• [What the exercise asks]: Where does the string "data" appear in the material? Copy each line that holds it.

□ □ □ □ □ □ □

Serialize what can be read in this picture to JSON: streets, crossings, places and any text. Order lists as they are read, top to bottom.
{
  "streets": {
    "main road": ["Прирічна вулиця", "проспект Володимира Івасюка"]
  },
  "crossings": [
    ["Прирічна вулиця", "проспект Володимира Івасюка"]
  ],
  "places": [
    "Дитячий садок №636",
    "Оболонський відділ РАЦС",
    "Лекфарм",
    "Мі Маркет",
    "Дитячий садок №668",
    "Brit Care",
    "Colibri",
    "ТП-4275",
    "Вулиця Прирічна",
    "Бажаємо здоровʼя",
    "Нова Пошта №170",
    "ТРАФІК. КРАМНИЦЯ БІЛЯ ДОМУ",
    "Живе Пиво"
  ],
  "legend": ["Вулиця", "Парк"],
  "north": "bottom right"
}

□ □ □ □ □ □ □

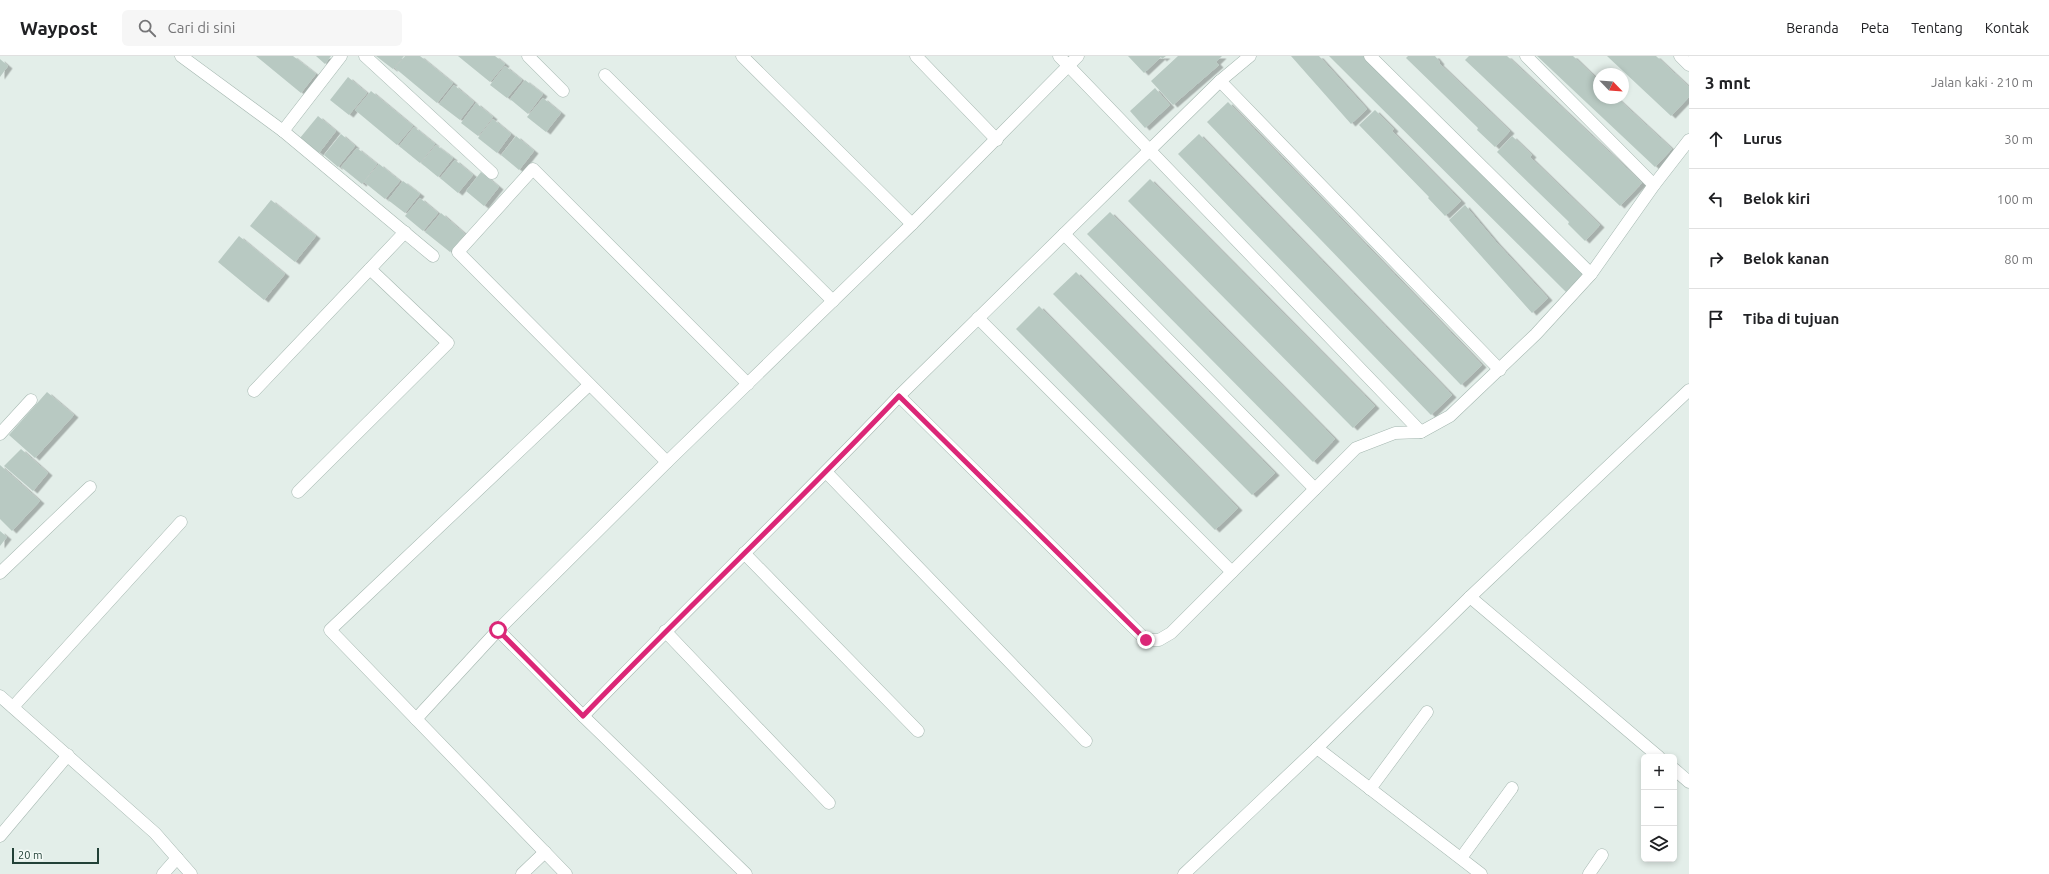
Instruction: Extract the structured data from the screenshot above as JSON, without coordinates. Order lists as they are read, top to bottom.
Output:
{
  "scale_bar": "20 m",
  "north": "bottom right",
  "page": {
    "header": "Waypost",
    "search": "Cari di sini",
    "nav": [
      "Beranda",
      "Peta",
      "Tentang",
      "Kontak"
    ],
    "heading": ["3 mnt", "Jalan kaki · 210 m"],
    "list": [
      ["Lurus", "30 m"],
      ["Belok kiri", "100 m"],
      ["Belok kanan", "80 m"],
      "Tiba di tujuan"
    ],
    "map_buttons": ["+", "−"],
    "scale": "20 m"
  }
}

□ □ □ □ □ □ □

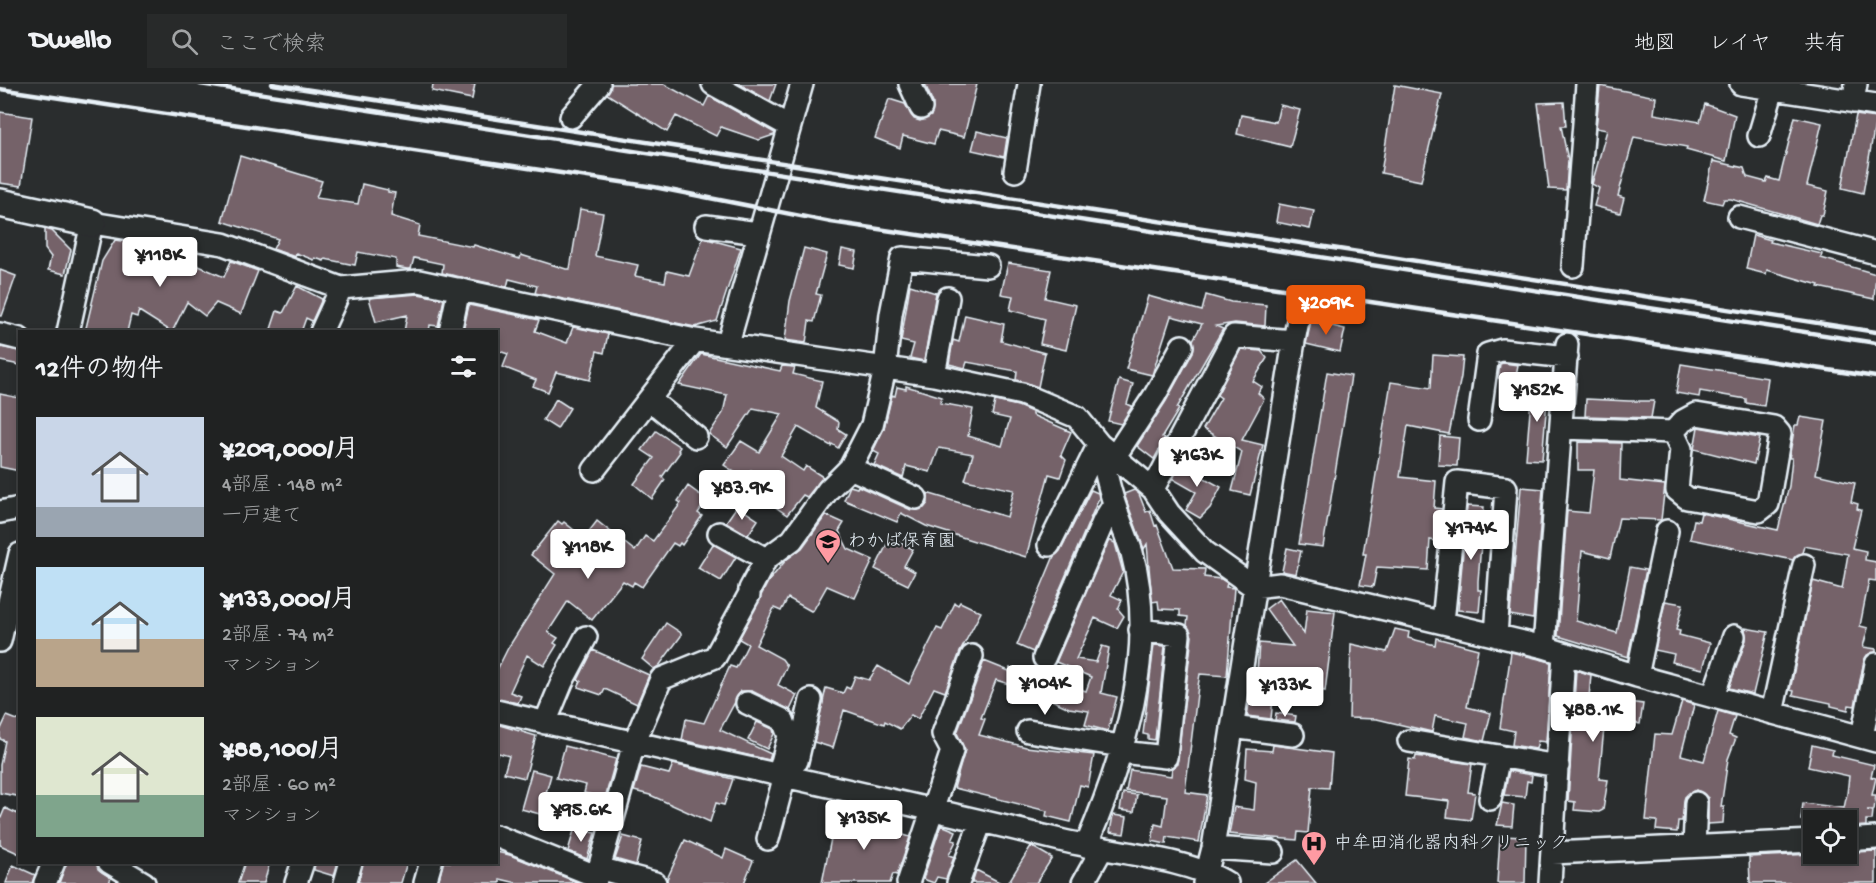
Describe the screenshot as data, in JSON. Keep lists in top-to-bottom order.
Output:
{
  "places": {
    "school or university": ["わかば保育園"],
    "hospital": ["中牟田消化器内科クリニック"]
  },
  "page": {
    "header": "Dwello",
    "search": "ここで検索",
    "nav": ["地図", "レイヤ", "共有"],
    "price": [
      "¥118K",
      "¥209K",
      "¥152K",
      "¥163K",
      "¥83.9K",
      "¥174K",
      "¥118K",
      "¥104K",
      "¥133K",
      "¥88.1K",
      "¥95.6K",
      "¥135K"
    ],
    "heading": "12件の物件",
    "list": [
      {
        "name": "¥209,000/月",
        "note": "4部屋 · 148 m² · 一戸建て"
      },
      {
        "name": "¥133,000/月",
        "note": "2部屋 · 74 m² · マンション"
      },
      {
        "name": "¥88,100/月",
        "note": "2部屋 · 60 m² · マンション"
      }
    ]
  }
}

□ □ □ □ □ □ □

• [Response to this exercise]:
Instruction: Extract the structured data from the screenshot above as JSON, without coordinates. Order lists as they are read, top to bottom.
Describe the screenshot as data, in JSON. Keep lists in top-to-bottom order.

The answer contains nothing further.